Local, Cloud or Browser — Three Types
Not all password managers work the same way. There are three basic variants, which differ in convenience and security profile:
The BSI explicitly points out that browsers are complex programmes for which password management is not the top priority. Stored passwords can therefore be read more easily by malware than with a dedicated password manager. Anyone who still uses the browser should set a strong master password and always keep the browser up to date.
More Than Passwords — Cards & Documents
A password manager is not just a password tool. It is an encrypted digital vault — and much more than login data fits inside. Many people don't realise they can also securely store their credit cards, debit cards, IBANs or ID details there.
Credit cards & debit cards: Card number, expiry date, CVV, PIN — stored in encrypted form. Many managers fill in the data automatically during online purchases.
Banking: IBAN, BIC, account numbers — handy when you need them quickly without reaching for your wallet.
Identity documents: Passport and national ID numbers, expiry dates — useful for online forms or travel bookings.
Insurance: Health insurance and policy numbers — instead of searching through your email archive.
Other: Wi-Fi passwords, software licences, tax ID numbers, security question answers, membership numbers.
The advantage over scraps of paper, photos in your camera roll or unencrypted notes: in a password manager, this data is protected with AES-256 — the same standard used by banks and government agencies. Anyone who keeps their card details in the vault no longer needs to type them out or photograph them. How this works in practice in KeePassXC, Proton Pass and 1Password is shown in article 3.
Common Questions & Misconceptions
What the BSI Recommends
The Federal Office for Information Security (BSI) explicitly recommends the use of password managers. On its website, the BSI states: "Yes, as a rule using a password manager is worthwhile. It is in any case better than repeatedly using common passwords."
In the first half of 2025, the BSI, together with the Verbraucherzentrale NRW and the FZI Research Centre for Information Technology, examined ten password managers. The results are available as a joint publication on the BSI website. Despite shortcomings with individual providers, the overall recommendation remains clear: use a password manager — and pay attention to security and data protection. What that means in practice is shown in the comparison article.
Strong master password: At least 20 characters, ideally a passphrase made up of several random words. The master password is the only one you really need to remember.
Enable two-factor authentication: Additional protection for the manager account itself — in case the master password is compromised.

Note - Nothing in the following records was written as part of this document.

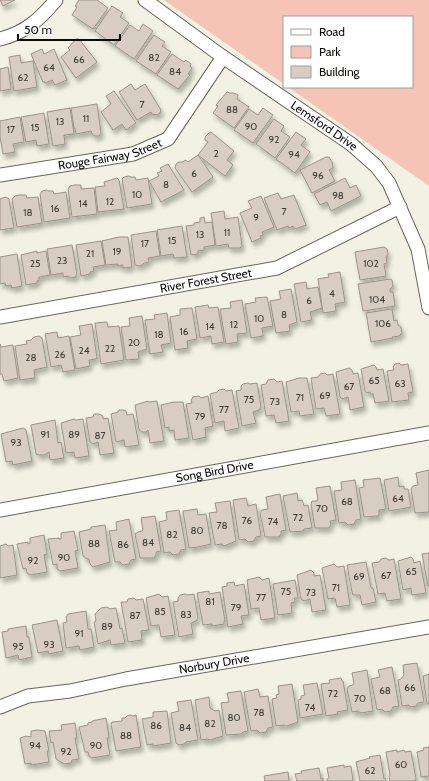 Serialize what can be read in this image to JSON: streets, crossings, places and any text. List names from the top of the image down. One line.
{"streets":{"street":["Lemsford Drive","Rouge Fairway Street","River Forest Street","Song Bird Drive","Norbury Drive"]},"crossings":[["Lemsford Drive","Rouge Fairway Street"],["Lemsford Drive","River Forest Street"]],"house_numbers":["82","66","64","84","62","7","88","11","13","90","15","17","92","2","94","6","96","8","10","98","12","14","16","7","18","9","11","13","15","17","19","21","23","25","102","4","104","6","8","10","106","12","14","16","18","20","22","24","26","28","65","63","67","69","71","75","73","77","79","91","89","87","93","64","68","70","72","76","74","78","80","82","84","88","86","90","92","65","67","69","71","75","73","77","81","79","85","83","87","89","91","93","95","66","68","72","70","74","78","80","82","86","84","88","94","90","92","60","62"],"legend":["Road","Park","Building"],"scale_bar":"50 m"} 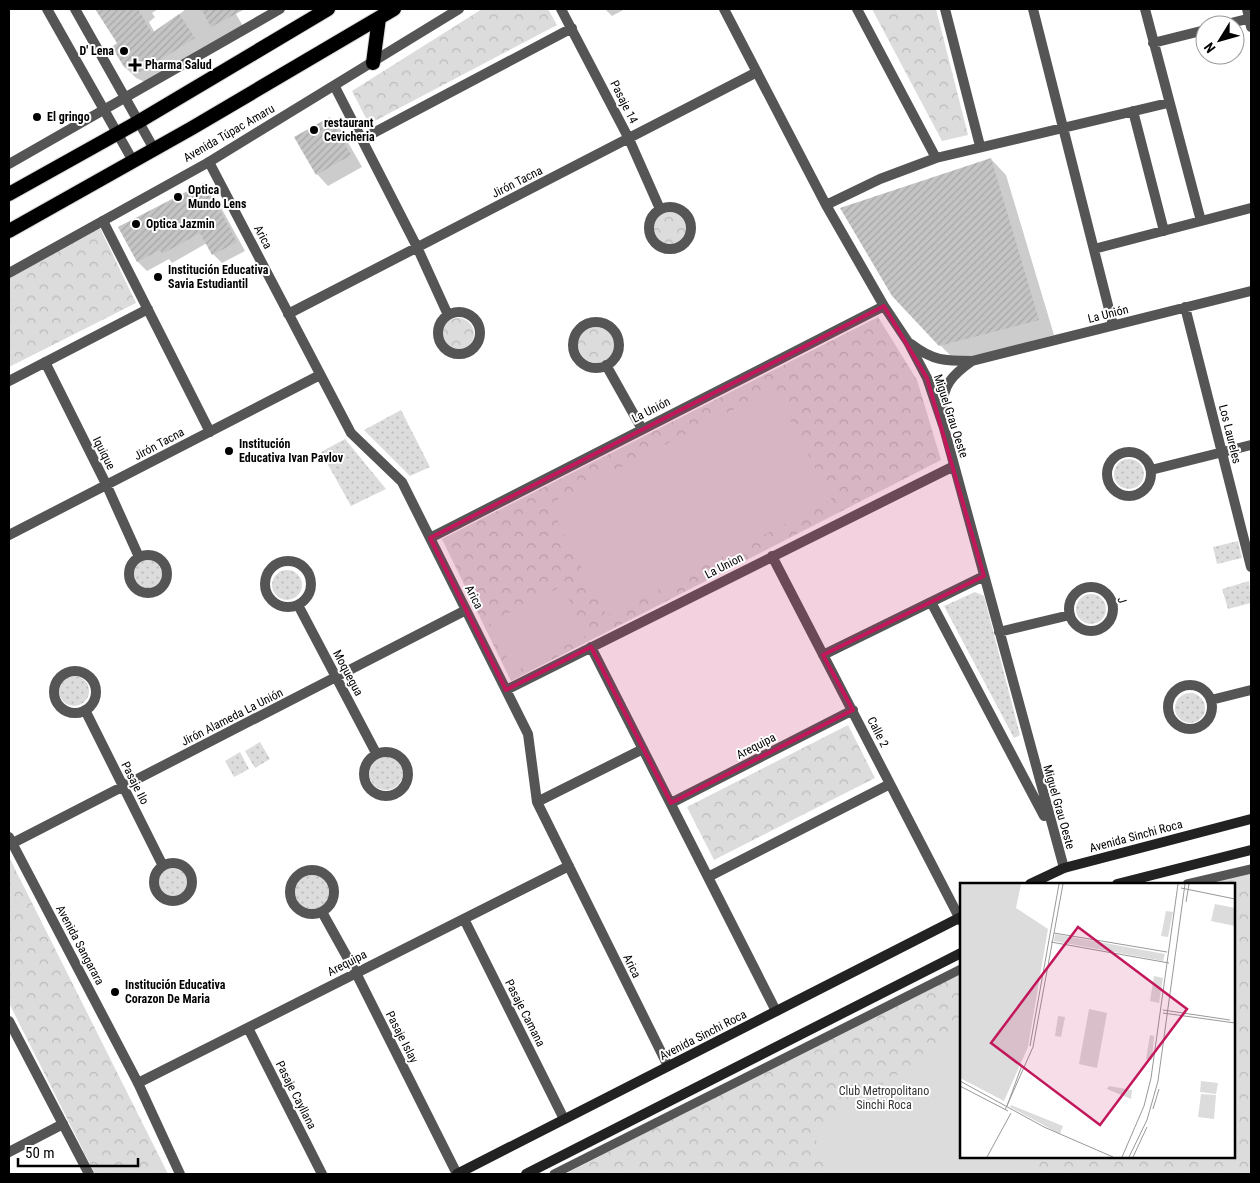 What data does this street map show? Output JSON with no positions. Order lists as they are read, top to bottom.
{
  "streets": {
    "highway": ["Avenida Túpac Amaru"],
    "main road": ["Avenida Sinchi Roca"],
    "street": [
      "Pasaje 14",
      "Jirón Tacna",
      "Arica",
      "La Unión",
      "Miguel Grau Oeste",
      "Los Laureles",
      "Iquique",
      "La Union",
      "J",
      "Moquegua",
      "Jirón Alameda La Unión",
      "Calle 2",
      "Arequipa",
      "Pasaje Ilo",
      "Avenida Sangarara",
      "Pasaje Camana",
      "Pasaje Islay",
      "Pasaje Cayllana"
    ]
  },
  "crossings": [
    ["Pasaje 14", "Jirón Tacna"],
    ["Avenida Túpac Amaru", "Arica"],
    ["Jirón Tacna", "Arica"],
    ["Jirón Tacna", "Miguel Grau Oeste"],
    ["Jirón Tacna", "Iquique"],
    ["Arica", "La Unión"],
    ["Arica", "La Union"],
    ["Arica", "Jirón Alameda La Unión"],
    ["Arica", "Arequipa"],
    ["Arica", "Avenida Sinchi Roca"],
    ["La Unión", "Miguel Grau Oeste"],
    ["La Unión", "Los Laureles"],
    ["Miguel Grau Oeste", "La Union"],
    ["Miguel Grau Oeste", "Avenida Sinchi Roca"],
    ["La Union", "Calle 2"],
    ["Moquegua", "Jirón Alameda La Unión"],
    ["Jirón Alameda La Unión", "Pasaje Ilo"],
    ["Jirón Alameda La Unión", "Avenida Sangarara"],
    ["Calle 2", "Arequipa"],
    ["Arequipa", "Avenida Sangarara"],
    ["Arequipa", "Pasaje Camana"],
    ["Arequipa", "Pasaje Islay"],
    ["Arequipa", "Pasaje Cayllana"],
    ["Avenida Sinchi Roca", "Pasaje Camana"],
    ["Avenida Sinchi Roca", "Pasaje Islay"]
  ],
  "parks": ["Club Metropolitano Sinchi Roca"],
  "places": {
    "other": [
      "D' Lena",
      "El gringo",
      "restaurant Cevicheria",
      "Optica Mundo Lens",
      "Optica Jazmin",
      "Institución Educativa Savia Estudiantil",
      "Institución Educativa Ivan Pavlov",
      "Institución Educativa Corazon De Maria"
    ],
    "health": ["Pharma Salud"]
  },
  "scale_bar": "50 m",
  "north": "bottom left"
}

Regular backups: For local managers: save the database in multiple locations. For cloud managers: keep an emergency export of your passwords.

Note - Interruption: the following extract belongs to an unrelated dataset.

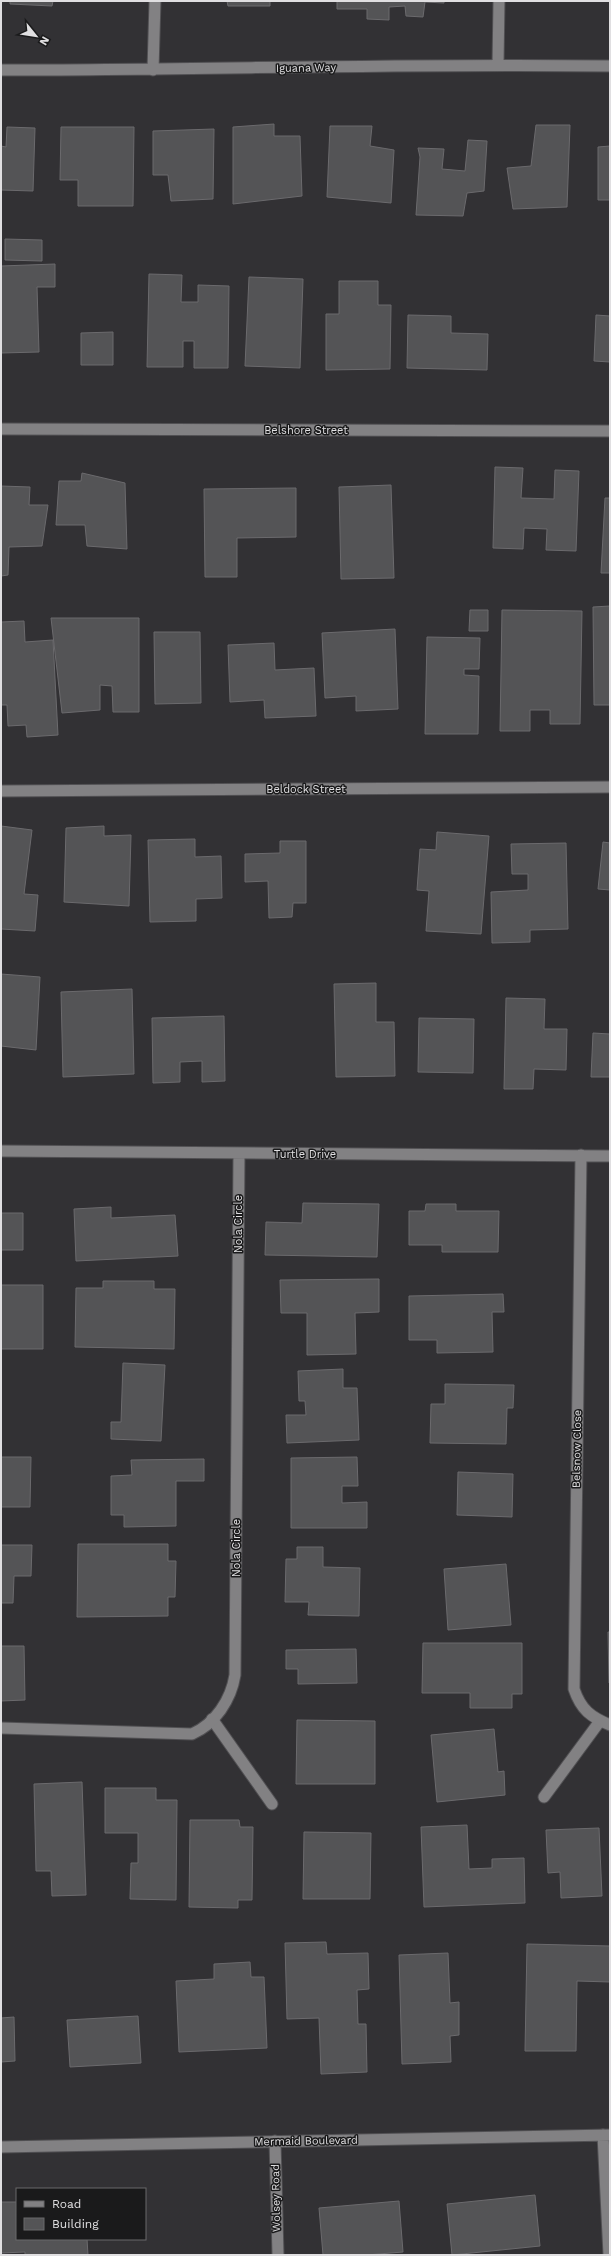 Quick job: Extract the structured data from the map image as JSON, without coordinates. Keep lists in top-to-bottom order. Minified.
{"streets":{"street":["Iguana Way","Belshore Street","Beldock Street","Turtle Drive","Nola Circle","Belsnow Close","Mermaid Boulevard","Wolsey Road"]},"crossings":[["Turtle Drive","Nola Circle"],["Turtle Drive","Belsnow Close"],["Mermaid Boulevard","Wolsey Road"]],"legend":["Road","Building"],"north":"bottom right"}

Keep the manager up to date: Updates close security vulnerabilities. This applies especially to browser managers.
A password manager is not a luxury solution for tech enthusiasts — it is the only realistic answer to the problem we all have: too many accounts, too little memory. Anyone who can remember 50 strong, unique passwords doesn't need one. Everyone else does.
The question is not whether, but which one. For maximum control with no cloud subscription: KeePassXC — free, open-source, local, rated as one of the most privacy-friendly options in the BSI/VZ test 2025. For sync between devices: Bitwarden — open-source, free to use, zero-knowledge. Neither requires a monthly fee.
What we strongly advise against: using AI to generate passwords — for the technical reasons outlined above. And: saving passwords in the browser without a master password — that is the kind of convenience that costs you security.